Description of problem: Occurred during installation to an iSCSI target from F22 Final TC3 Workstation x86_64 live. Preparation was OK except for an AVC - that's #1220948 - but when actual installation started, it crashed before package installation (I'm guessing after creating the target partitions, when trying to mount them).
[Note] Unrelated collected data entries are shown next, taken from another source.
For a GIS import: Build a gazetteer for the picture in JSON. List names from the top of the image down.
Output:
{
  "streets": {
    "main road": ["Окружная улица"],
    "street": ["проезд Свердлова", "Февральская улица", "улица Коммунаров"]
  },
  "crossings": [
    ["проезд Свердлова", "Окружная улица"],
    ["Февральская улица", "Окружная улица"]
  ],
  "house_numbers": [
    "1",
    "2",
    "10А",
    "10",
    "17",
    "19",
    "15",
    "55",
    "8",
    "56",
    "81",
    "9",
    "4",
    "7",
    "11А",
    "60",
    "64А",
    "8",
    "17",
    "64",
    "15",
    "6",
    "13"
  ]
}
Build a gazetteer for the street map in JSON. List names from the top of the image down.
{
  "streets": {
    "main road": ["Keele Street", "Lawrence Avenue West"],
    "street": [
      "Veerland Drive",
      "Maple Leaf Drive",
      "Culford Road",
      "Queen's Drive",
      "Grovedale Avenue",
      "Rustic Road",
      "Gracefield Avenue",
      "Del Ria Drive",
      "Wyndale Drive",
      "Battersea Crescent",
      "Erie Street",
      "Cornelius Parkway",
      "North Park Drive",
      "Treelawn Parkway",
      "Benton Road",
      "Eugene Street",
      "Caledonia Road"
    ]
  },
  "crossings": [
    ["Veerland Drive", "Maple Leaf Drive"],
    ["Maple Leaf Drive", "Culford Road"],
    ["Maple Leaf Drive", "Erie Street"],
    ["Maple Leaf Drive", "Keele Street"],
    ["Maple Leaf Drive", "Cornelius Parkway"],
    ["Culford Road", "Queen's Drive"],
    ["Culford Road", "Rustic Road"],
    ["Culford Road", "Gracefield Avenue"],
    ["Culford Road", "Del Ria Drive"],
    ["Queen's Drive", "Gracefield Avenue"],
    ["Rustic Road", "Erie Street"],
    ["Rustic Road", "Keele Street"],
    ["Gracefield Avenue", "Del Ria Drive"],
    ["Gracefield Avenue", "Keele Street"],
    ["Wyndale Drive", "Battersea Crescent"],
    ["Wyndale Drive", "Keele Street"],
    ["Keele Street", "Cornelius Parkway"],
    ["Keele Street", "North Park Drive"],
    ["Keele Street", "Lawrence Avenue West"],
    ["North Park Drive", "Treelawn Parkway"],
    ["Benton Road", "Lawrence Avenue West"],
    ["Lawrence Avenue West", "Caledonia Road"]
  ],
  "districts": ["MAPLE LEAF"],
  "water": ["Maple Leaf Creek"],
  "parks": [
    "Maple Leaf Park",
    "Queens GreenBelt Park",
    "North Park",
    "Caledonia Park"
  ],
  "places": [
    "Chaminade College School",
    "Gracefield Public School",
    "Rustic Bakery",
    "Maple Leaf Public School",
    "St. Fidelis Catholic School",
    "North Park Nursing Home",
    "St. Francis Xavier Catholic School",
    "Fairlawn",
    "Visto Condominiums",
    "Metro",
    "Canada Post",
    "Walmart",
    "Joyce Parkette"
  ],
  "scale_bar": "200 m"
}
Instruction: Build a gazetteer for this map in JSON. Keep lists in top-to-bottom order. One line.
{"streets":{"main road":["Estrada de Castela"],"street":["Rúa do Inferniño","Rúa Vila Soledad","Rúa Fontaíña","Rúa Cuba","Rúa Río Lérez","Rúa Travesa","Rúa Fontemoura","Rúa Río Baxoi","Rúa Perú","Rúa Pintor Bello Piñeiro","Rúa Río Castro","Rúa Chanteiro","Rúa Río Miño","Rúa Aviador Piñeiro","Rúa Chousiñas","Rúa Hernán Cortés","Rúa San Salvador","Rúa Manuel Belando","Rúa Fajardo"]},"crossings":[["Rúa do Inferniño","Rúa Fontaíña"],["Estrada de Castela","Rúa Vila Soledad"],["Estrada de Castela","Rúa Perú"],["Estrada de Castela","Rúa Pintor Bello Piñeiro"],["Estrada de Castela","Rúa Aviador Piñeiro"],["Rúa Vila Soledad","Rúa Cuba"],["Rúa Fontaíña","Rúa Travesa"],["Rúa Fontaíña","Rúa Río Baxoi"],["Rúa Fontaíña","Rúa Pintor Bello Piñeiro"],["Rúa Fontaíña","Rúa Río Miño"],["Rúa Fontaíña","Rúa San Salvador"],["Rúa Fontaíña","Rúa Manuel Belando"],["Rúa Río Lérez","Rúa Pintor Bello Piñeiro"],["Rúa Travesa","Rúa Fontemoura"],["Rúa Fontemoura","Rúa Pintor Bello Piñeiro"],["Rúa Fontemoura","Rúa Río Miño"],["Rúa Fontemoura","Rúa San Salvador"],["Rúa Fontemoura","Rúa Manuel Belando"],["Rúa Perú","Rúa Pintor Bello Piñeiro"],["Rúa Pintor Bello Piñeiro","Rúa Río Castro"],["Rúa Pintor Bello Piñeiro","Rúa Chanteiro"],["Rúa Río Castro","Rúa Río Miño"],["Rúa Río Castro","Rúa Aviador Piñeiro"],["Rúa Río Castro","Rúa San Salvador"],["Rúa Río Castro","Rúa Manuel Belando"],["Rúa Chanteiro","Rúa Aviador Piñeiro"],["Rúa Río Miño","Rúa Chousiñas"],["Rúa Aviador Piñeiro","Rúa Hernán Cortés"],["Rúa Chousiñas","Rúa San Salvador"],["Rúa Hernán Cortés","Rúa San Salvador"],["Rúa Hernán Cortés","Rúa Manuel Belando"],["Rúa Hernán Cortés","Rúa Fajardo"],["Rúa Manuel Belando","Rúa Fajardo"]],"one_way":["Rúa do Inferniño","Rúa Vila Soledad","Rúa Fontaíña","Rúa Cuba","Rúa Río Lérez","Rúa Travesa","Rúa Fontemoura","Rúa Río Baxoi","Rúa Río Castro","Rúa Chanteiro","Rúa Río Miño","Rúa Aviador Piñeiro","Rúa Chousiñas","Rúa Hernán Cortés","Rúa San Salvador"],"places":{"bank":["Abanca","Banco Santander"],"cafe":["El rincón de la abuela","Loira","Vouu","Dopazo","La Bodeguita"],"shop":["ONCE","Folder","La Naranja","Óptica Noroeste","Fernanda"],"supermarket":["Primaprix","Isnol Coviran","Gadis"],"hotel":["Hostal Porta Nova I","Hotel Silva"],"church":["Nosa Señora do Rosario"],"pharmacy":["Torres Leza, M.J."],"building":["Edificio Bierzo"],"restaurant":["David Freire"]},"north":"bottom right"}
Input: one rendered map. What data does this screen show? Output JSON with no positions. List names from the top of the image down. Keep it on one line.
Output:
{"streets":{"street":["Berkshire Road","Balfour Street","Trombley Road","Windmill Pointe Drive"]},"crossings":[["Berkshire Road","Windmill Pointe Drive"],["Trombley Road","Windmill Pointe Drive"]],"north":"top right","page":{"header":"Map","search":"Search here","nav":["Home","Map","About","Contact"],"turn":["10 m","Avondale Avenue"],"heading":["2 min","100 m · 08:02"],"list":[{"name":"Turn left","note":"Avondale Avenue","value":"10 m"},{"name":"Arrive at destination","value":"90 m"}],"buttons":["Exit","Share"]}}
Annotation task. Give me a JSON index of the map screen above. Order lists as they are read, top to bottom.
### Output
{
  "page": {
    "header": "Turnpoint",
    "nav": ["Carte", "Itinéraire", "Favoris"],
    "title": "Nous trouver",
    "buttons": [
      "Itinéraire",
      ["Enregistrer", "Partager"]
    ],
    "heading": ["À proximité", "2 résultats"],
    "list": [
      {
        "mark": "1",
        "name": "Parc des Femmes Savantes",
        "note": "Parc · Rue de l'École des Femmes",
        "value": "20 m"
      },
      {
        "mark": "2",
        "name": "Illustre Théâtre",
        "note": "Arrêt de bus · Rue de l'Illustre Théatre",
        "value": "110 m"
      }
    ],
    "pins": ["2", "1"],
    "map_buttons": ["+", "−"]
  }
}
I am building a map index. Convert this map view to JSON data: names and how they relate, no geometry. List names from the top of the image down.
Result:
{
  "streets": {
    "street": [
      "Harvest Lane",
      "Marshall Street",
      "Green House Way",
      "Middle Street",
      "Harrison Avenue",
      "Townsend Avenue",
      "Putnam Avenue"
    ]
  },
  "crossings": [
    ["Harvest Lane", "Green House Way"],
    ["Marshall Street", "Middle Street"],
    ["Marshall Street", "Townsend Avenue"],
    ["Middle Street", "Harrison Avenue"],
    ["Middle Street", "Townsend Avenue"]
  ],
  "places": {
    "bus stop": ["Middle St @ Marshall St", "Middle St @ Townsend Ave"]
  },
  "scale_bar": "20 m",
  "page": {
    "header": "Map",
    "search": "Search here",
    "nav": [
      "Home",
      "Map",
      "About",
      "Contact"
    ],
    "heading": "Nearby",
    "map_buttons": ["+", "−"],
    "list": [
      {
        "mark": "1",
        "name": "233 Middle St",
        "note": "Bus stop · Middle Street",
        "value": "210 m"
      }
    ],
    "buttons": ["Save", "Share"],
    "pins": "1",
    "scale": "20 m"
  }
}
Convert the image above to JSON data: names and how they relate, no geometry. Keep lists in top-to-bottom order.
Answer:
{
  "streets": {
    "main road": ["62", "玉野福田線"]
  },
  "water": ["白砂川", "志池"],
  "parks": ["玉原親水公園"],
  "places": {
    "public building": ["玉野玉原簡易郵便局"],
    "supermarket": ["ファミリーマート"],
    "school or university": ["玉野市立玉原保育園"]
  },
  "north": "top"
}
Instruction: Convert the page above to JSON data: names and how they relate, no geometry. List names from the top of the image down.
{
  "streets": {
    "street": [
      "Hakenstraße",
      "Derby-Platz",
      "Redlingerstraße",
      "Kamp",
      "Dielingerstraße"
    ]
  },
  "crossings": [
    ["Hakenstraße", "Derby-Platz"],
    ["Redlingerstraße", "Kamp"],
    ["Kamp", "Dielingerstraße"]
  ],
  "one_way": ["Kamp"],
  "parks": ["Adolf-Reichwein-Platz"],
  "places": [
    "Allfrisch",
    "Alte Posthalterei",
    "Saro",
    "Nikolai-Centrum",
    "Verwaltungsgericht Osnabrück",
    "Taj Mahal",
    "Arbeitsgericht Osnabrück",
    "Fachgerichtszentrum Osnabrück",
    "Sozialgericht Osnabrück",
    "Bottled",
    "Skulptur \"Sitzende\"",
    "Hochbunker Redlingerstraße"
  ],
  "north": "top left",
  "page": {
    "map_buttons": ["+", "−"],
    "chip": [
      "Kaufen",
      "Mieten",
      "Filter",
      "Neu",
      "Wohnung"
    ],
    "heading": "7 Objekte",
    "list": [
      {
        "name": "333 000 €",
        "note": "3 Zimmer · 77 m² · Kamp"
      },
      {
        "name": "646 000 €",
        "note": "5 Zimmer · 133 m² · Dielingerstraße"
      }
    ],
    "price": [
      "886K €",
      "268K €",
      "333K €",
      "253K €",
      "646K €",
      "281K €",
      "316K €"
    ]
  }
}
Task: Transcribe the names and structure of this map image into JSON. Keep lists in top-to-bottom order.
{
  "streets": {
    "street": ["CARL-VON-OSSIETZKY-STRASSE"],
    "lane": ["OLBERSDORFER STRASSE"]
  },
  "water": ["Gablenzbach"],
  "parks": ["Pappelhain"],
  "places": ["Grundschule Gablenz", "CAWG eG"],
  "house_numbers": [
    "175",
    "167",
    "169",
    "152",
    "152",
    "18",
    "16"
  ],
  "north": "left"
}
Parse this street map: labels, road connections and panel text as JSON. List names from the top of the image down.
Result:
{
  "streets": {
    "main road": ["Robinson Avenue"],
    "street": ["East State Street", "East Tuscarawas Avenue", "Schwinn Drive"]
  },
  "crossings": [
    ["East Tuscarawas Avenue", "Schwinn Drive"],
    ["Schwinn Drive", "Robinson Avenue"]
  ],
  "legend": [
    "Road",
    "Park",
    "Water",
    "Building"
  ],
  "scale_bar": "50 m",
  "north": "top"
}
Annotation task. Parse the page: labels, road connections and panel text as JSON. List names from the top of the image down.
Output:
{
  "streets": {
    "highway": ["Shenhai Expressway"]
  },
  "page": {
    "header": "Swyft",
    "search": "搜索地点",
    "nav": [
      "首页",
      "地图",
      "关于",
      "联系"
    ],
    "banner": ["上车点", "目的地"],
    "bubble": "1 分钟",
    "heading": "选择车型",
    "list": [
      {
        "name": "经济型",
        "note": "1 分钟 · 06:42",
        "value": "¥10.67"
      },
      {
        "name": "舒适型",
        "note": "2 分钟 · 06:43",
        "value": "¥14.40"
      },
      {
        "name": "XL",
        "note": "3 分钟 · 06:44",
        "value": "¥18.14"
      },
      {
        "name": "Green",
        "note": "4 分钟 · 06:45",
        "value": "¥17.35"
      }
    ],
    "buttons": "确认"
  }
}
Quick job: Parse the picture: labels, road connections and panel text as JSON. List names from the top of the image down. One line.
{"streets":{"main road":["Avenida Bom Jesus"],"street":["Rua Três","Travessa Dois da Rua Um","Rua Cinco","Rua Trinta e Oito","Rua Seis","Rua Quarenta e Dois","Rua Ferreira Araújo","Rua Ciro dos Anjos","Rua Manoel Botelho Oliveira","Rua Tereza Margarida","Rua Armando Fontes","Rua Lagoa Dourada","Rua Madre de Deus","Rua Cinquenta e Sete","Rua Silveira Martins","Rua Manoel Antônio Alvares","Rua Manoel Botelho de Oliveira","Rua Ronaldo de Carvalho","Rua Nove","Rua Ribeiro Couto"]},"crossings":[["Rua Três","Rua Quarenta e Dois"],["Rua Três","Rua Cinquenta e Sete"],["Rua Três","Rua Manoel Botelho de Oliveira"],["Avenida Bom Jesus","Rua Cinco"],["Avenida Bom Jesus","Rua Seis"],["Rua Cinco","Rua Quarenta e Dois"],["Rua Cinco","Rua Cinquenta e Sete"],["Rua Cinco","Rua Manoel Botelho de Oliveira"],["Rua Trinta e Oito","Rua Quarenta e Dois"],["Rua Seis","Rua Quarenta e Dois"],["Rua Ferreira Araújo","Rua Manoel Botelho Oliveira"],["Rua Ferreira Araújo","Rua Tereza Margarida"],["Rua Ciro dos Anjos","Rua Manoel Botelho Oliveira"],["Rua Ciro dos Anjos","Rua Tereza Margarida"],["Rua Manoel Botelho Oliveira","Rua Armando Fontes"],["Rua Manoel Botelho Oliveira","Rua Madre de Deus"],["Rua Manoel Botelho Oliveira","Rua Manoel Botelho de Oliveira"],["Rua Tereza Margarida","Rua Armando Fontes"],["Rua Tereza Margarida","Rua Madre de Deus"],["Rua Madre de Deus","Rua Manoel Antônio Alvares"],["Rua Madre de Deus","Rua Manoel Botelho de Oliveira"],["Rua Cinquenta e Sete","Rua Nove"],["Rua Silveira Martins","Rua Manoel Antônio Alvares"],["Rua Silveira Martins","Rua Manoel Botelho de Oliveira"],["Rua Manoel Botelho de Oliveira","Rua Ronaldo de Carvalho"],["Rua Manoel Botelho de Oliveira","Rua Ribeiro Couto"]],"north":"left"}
Version-Release number of selected component: anaconda-core-22.20.12-1.fc22.x86_64 The following was filed automatically by anaconda: anaconda 22.20.12-1 exception report Traceback (most recent call first): File "/usr/lib/python2.7/site-packages/blivet/formats/fs.py", line 656, in mount raise FSError("mount failed: %s" % rc) File "/usr/lib/python2.7/site-packages/blivet/formats/fs.py", line 893, in setup return self.mount(**kwargs) File "/usr/lib/python2.7/site-packages/blivet/osinstall.py", line 595, in mountFilesystems chroot=rootPath) File "/usr/lib/python2.7/site-packages/blivet/blivet.py", line 1407, in mountFilesystems readOnly=readOnly, skipRoot=skipRoot) File "/usr/lib/python2.7/site-packages/blivet/osinstall.py", line 1066, in turnOnFilesystems storage.mountFilesystems() File "/usr/lib64/python2.7/site-packages/pyanaconda/install.py", line 196, in doInstall turnOnFilesystems(storage, mountOnly=flags.flags.dirInstall, callbacks=callbacks_reg) File "/usr/lib64/python2.7/threading.py", line 766, in run self.__target(*self.__args, **self.__kwargs) File "/usr/lib64/python2.7/site-packages/pyanaconda/threads.py", line 244, in run threading.Thread.run(self, *args, **kwargs) FSError: mount failed: 32 Additional info: cmdline: /usr/bin/python2 /sbin/anaconda --liveinst --method=livecd:///dev/mapper/live-base cmdline_file: BOOT_IMAGE=vmlinuz0 initrd=initrd0.img root=live:CDLABEL=Fedora-Live-WS-x86_64-22-T3 rootfstype=auto ro rd.live.image quiet rhgb rd.luks=0 rd.md=0 rd.dm=0 executable: /sbin/anaconda hashmarkername: anaconda kernel: 4.0.1-300.fc22.x86_64 other involved packages: python-libs-2.7.9-6.fc22.x86_64, python-blivet-1.0.9-1.fc22.noarch product: Fedora release: Fedora release 22 (Twenty Two) type: anaconda version: 22
Created attachment 1024796 [details] File: anaconda-tb
Created attachment 1024797 [details] File: anaconda.log
Created attachment 1024798 [details] File: environ
Created attachment 1024799 [details] File: journalctl
Created attachment 1024800 [details] File: lsblk_output
Created attachment 1024801 [details] File: nmcli_dev_list
Created attachment 1024802 [details] File: os_info
Created attachment 1024803 [details] File: program.log
Created attachment 1024804 [details] File: storage.log
Created attachment 1024805 [details] File: ifcfg.log
Proposing as a Final blocker, criterion "The installer must be able to detect (if possible) and install to supported network-attached storage devices...Supported network-attached storage types include iSCSI, Fibre Channel and Fibre Channel over Ethernet (FCoE)." - https://fedoraproject.org/wiki/Fedora_22_Final_Release_Criteria#Network_attached_storage . I'll check if this occurs on netinst as well.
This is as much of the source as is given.